### Records provided

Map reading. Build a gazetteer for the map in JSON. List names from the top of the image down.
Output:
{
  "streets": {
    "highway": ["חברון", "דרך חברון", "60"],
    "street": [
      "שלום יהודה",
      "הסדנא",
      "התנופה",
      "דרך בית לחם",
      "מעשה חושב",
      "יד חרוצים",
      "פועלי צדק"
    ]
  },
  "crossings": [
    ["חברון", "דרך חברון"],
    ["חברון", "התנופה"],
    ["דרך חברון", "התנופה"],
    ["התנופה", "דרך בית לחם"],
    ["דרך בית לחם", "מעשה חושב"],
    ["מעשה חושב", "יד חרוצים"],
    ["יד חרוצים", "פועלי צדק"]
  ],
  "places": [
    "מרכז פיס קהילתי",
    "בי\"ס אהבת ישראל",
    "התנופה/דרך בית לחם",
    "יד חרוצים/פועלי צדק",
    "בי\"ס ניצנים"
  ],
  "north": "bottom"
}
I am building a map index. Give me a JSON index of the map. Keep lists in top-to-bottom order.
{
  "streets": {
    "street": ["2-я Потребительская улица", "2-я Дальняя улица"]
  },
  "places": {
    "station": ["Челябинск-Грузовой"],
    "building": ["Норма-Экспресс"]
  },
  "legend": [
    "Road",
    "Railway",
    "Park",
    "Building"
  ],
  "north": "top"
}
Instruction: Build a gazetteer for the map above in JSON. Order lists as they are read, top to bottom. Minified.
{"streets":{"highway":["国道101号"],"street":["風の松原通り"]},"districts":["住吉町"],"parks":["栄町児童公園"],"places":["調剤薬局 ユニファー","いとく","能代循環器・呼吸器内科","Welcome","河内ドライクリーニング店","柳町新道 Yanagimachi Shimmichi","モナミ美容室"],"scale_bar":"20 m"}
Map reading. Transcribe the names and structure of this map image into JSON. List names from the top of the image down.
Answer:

### What is being asked
Type out the entries exactly as they appear above.

### Problem solution
Map reading. Build a gazetteer for the map in JSON. List names from the top of the image down.
Output:
{
  "streets": {
    "highway": ["חברון", "דרך חברון", "60"],
    "street": [
      "שלום יהודה",
      "הסדנא",
      "התנופה",
      "דרך בית לחם",
      "מעשה חושב",
      "יד חרוצים",
      "פועלי צדק"
    ]
  },
  "crossings": [
    ["חברון", "דרך חברון"],
    ["חברון", "התנופה"],
    ["דרך חברון", "התנופה"],
    ["התנופה", "דרך בית לחם"],
    ["דרך בית לחם", "מעשה חושב"],
    ["מעשה חושב", "יד חרוצים"],
    ["יד חרוצים", "פועלי צדק"]
  ],
  "places": [
    "מרכז פיס קהילתי",
    "בי\"ס אהבת ישראל",
    "התנופה/דרך בית לחם",
    "יד חרוצים/פועלי צדק",
    "בי\"ס ניצנים"
  ],
  "north": "bottom"
}
I am building a map index. Give me a JSON index of the map. Keep lists in top-to-bottom order.
{
  "streets": {
    "street": ["2-я Потребительская улица", "2-я Дальняя улица"]
  },
  "places": {
    "station": ["Челябинск-Грузовой"],
    "building": ["Норма-Экспресс"]
  },
  "legend": [
    "Road",
    "Railway",
    "Park",
    "Building"
  ],
  "north": "top"
}
Instruction: Build a gazetteer for the map above in JSON. Order lists as they are read, top to bottom. Minified.
{"streets":{"highway":["国道101号"],"street":["風の松原通り"]},"districts":["住吉町"],"parks":["栄町児童公園"],"places":["調剤薬局 ユニファー","いとく","能代循環器・呼吸器内科","Welcome","河内ドライクリーニング店","柳町新道 Yanagimachi Shimmichi","モナミ美容室"],"scale_bar":"20 m"}
Map reading. Transcribe the names and structure of this map image into JSON. List names from the top of the image down.
Answer:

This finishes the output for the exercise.